VENDREDI SAINT

« D’où es-tu ? »

(Jean 18, 1 – 19, 42)

Le Vendredi Saint n’est pas un jour ordinaire. On ne peut passer à côté de cet homme condamné et crucifié injustement sans se sentir mal à l’aise. On sent bien qu’il se passe quelque chose non ordinaire et qui touche à ce qui nous dépasse. On peut rester à regarder Jésus en croix comme des coupables incapables d’assumer leur acte ou cherchant à le minimiser.

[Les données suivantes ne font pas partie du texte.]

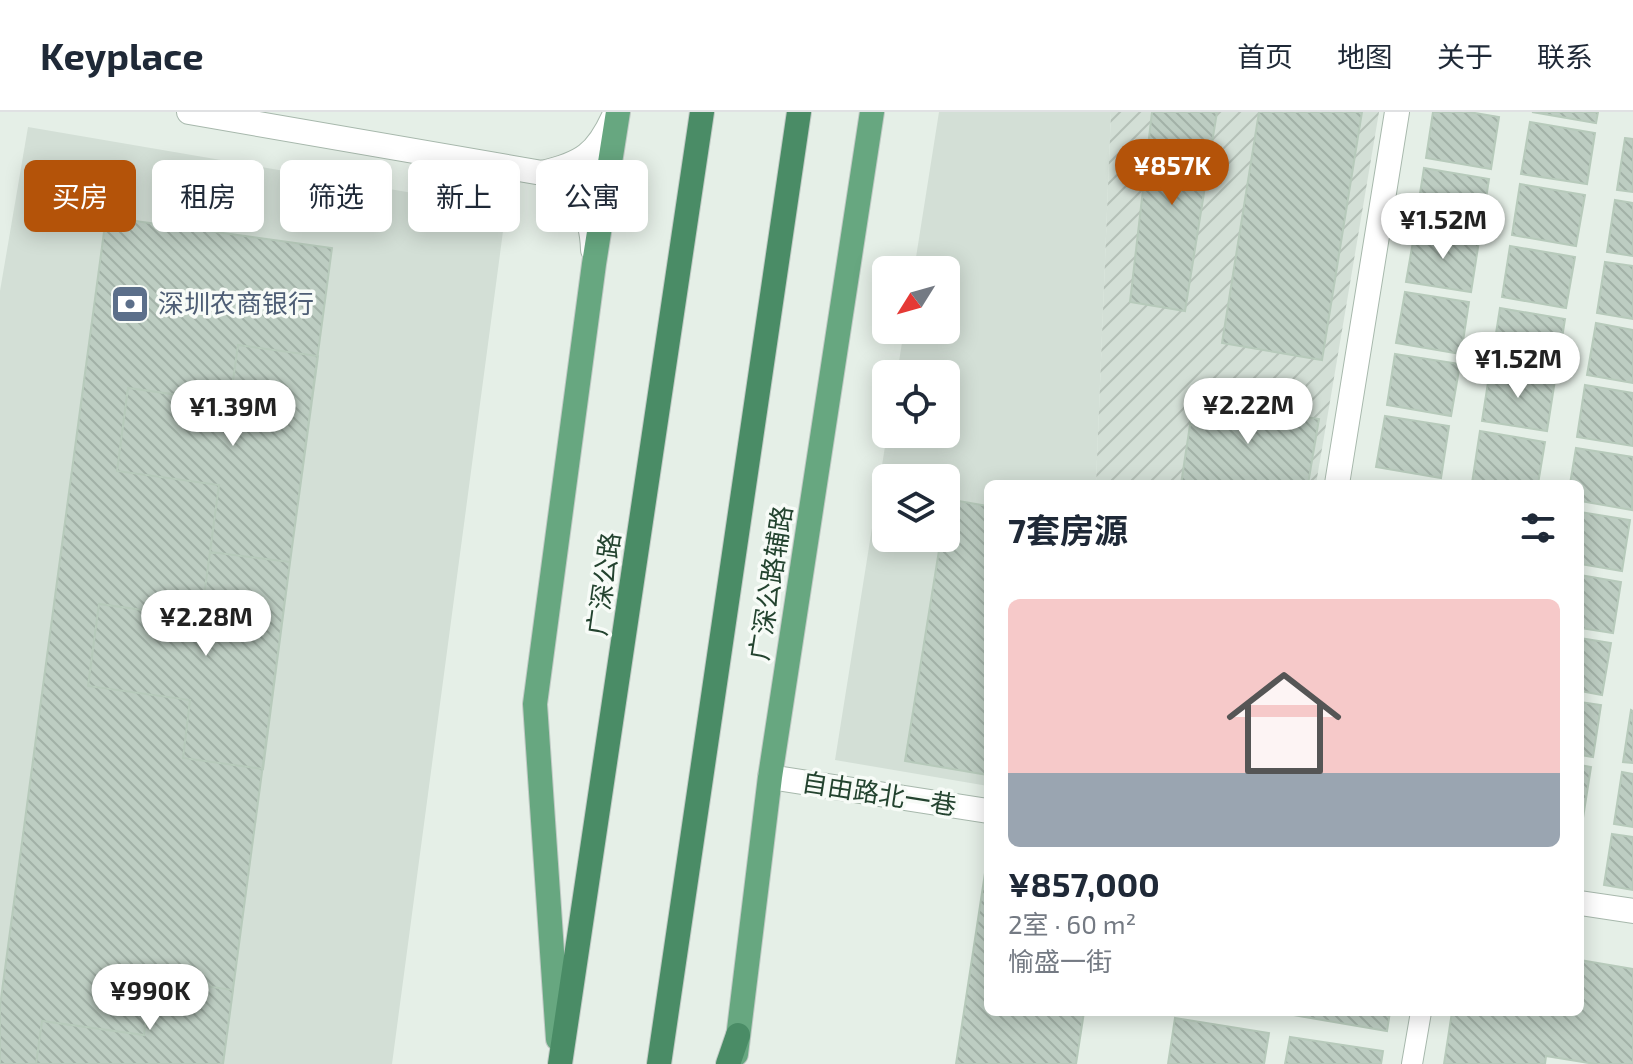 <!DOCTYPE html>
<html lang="zh">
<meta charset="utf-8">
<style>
body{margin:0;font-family:"Exo 2","Noto Sans SC",sans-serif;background:#f2f2f3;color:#1f2937;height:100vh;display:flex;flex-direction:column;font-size:30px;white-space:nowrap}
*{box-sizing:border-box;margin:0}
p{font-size:26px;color:#747a83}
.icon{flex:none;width:44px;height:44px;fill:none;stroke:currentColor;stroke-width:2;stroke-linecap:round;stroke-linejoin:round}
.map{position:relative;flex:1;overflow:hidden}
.drawer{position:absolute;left:984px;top:368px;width:600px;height:536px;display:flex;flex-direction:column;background:#fff;border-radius:12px;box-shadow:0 4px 20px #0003}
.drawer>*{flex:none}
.banner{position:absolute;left:24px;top:48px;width:760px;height:72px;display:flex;gap:16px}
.needle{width:52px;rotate:233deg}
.controls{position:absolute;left:872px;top:144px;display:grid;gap:16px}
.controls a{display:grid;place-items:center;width:88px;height:88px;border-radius:12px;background:#fff;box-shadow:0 4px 20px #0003;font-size:40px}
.price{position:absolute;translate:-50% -68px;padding:0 18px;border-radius:28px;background:#fff;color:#222;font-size:26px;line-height:52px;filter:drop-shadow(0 2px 4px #0008)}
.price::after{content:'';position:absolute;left:50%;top:48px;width:24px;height:18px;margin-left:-12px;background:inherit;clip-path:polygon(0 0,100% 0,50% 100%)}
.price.current{background:#b45309;color:#fff}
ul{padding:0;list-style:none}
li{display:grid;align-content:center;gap:16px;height:424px;padding:0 24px}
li+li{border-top:2px solid #e0e1e3}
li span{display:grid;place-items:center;height:248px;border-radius:12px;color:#555}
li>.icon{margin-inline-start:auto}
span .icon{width:144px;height:144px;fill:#fffc;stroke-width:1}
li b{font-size:34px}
h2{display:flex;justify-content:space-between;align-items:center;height:96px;padding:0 24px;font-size:34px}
.tag{padding:0 28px;border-radius:12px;background:#fff;box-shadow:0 4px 20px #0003;font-size:28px;line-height:72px}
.tag.current{background:#b45309;color:#fff}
header{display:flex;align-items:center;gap:48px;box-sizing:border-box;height:112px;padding:0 40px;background:#fff;border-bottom:2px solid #e0e1e3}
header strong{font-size:38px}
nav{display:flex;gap:44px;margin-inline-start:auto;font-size:28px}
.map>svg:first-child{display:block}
.built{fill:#d3dfd6;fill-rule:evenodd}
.industrial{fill:url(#industrial-furrows)}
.building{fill:url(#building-back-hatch);stroke:#b7cabb;stroke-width:2}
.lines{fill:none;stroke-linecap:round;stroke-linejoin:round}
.service-casing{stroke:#a7b8ac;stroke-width:22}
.minor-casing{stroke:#a7b8ac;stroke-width:26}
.tertiary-casing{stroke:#a7b8ac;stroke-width:26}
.primary-casing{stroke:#c1cac5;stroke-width:26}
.trunk-casing{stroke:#c1cac5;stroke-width:26}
.service{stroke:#fff;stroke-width:20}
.minor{stroke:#fff;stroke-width:24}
.tertiary{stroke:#fff;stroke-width:24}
.primary{stroke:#67a780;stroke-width:24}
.trunk{stroke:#4a8c66;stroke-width:24}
.labels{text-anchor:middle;stroke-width:7;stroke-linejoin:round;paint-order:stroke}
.service-label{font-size:26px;fill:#4e5e75;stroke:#f7fbf7;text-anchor:start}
.street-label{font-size:26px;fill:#23432f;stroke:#f7fbf7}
</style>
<header>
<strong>Keyplace</strong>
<nav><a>首页</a><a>地图</a><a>关于</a><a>联系</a></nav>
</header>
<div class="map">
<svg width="1633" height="952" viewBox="0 0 1633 952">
<defs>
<pattern id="industrial-furrows" width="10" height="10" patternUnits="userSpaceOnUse" patternTransform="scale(2)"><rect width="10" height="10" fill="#d3dfd6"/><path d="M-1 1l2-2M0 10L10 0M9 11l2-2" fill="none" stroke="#b5c1b8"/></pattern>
<pattern id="building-back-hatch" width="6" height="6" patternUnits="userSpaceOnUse" patternTransform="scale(2)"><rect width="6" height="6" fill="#bdcdc2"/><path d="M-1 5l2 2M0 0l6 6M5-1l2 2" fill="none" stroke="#a2b1a7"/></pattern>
</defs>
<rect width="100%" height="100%" fill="#e5efe7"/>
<path class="built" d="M939 0H1111L1096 372H988V674L835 648 887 322H946V262H897L904 218H946V158H914ZM886 366H946V426H886Z
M28 15 506 97 392 952H0V179Z"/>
<path class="industrial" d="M1111 0H1379L1316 372H1096Z"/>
<path class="building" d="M1152 0H1217L1185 199 1130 190Z
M1259 0H1362L1322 248 1222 231Z
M1433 0H1469L1499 5 1491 57 1426 46Z
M1532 0H1598L1596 11Z
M1530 10 1595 21 1587 72 1521 62Z
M1625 26 1633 27V80L1617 78Z
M1424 56 1489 67 1481 119 1416 107Z
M1520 72 1585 83 1576 134 1512 123Z
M1615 88 1633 91V144L1607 140Z
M106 105 332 136 223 952H0V894Z
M1415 118 1479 129 1471 180 1406 170Z
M1510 134 1575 145 1566 196 1502 185Z
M1605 150 1633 154V207L1597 201Z
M1405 180 1469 190 1461 242 1396 231Z
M1500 196 1565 207 1557 258 1492 247Z
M1596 211 1633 218V271L1587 263Z
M238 233 318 244 290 450 210 440 219 373 117 359 128 276 230 290Z
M1395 242 1460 252 1451 304 1387 293Z
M1490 258 1555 268 1547 319 1482 309Z
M1585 273 1633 281V334L1577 325Z
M1194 287 1319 307 1308 372H1181Z
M1385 304 1449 314 1441 366 1376 355Z
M1480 319 1545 330 1538 372 1472 371Z
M1576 336 1633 345 1632 398 1580 389V372H1570Z
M947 387 988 394V663L905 649 941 426H946Z
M1580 400 1630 408 1622 459 1580 452Z
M210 440 290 450 263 657 183 646 190 588 88 574 99 492 201 506Z
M1580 463 1621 470 1613 521 1580 516Z
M1580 526 1611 531 1602 583 1580 579Z
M1580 590 1601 593 1593 645 1580 643Z
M1631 598 1633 599V651L1623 650Z
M1580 653 1591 655 1583 706H1580Z
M1622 660 1633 662V715L1614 712Z
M1612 722 1633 725V778L1604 773Z
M985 761 988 762V900H1084L1076 952H956Z
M1580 848 1633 857V952H1595L1546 944 1545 952H1444L1452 900H1580Z
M151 866 233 878 223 952H36L42 909 144 923Z
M1293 900H1390L1387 919 1293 903Z
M1175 906 1269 921 1264 952H1168Z
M1290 925 1383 939 1381 952H1285Z"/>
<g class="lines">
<g class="service-casing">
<path id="service" d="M1412 952 1421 900"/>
</g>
<g class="minor-casing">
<path id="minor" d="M1337 372 1397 0
M770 665 988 699
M1580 791 1633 799"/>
</g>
<g class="tertiary-casing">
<path id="tertiary" d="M189 0 542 61C576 80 592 97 593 138
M542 61C582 52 597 42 614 4"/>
</g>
<g class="primary-casing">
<path id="primary" d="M558 927 535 592 594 152 618 0
M736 942 770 665 872 0"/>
</g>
<g class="trunk-casing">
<path id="trunk" d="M560 952 702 0
M659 952 799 0
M728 952 738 923"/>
</g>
<use href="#service" class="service"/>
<use href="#minor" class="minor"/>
<use href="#tertiary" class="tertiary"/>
<use href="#primary" class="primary"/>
<use href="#trunk" class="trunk"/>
</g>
<defs>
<g id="bank-square" transform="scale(2)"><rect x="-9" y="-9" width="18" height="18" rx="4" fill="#5c6f8a" stroke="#f7fbf7"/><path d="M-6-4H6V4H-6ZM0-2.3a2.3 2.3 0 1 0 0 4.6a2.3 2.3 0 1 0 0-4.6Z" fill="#fff"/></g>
</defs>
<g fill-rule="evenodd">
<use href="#bank-square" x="130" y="192"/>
</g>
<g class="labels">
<g class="service-label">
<text x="158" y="201">深圳农商银行</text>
</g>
<g class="street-label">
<text transform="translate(771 471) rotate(-81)" y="9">广深公路辅路</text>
<text transform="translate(604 472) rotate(-82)" y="9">广深公路</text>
<text transform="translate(879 682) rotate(9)" y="9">自由路北一巷</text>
</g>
</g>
</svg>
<div class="controls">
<a><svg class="needle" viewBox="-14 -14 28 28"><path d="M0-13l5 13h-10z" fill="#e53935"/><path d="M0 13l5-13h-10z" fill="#747a83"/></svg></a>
<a><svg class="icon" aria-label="locate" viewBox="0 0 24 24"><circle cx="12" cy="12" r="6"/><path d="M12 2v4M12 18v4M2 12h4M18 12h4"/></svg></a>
<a><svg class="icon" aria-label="layers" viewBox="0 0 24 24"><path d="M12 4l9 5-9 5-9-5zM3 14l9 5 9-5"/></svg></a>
</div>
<b class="price current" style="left:1172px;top:95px">¥857K</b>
<b class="price" style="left:1443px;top:149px">¥1.52M</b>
<b class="price" style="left:1518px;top:288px">¥1.52M</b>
<b class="price" style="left:1248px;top:334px">¥2.22M</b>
<b class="price" style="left:233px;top:336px">¥1.39M</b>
<b class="price" style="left:206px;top:546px">¥2.28M</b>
<b class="price" style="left:150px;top:920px">¥990K</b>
<div class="banner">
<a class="tag current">买房</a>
<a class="tag">租房</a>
<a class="tag">筛选</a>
<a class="tag">新上</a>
<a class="tag">公寓</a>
</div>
<section class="drawer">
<h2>7套房源<svg class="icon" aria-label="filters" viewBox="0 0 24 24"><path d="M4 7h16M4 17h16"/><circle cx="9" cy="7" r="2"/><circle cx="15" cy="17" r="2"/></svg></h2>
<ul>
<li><span style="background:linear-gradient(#f6c9c9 70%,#9aa5b1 0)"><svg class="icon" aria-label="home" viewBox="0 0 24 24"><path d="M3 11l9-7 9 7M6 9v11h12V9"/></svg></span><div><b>¥857,000</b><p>2室 · 60 m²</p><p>愉盛一街</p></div></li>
</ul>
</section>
</div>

Il reste qu’on est là à regarder le Crucifié, le cœur gros de tant de violence et d’injustice, les yeux remplis des larmes de repentance, le corps tendu par trop de tension. Jésus, le Messie et le Maître, esclave sur le bois et donnant sa vie pour les pécheurs afin qu’ils retrouvent le chemin du Père et qu’ils vivent de l’Esprit. Jésus, le Bien aimé, qui se laisse transpercer et emmener vers la tombe afin de racheter le genre humain. Jésus le Fils dont le cri de désespoir nous transperce encore le cœur ! Ce vendredi est saint car tout l’amour de Dieu s’exprime par le crucifié, toute la volonté de Dieu se joue, tout l’espérance du monde ne tient qu’à un fil. Avec Marie, au pied de la croix, nous ne regardons plus mais nous contemplons l’Auteur de la vie et la Sagesse Divine qui se donne par amour. Contemplons-le avec amour !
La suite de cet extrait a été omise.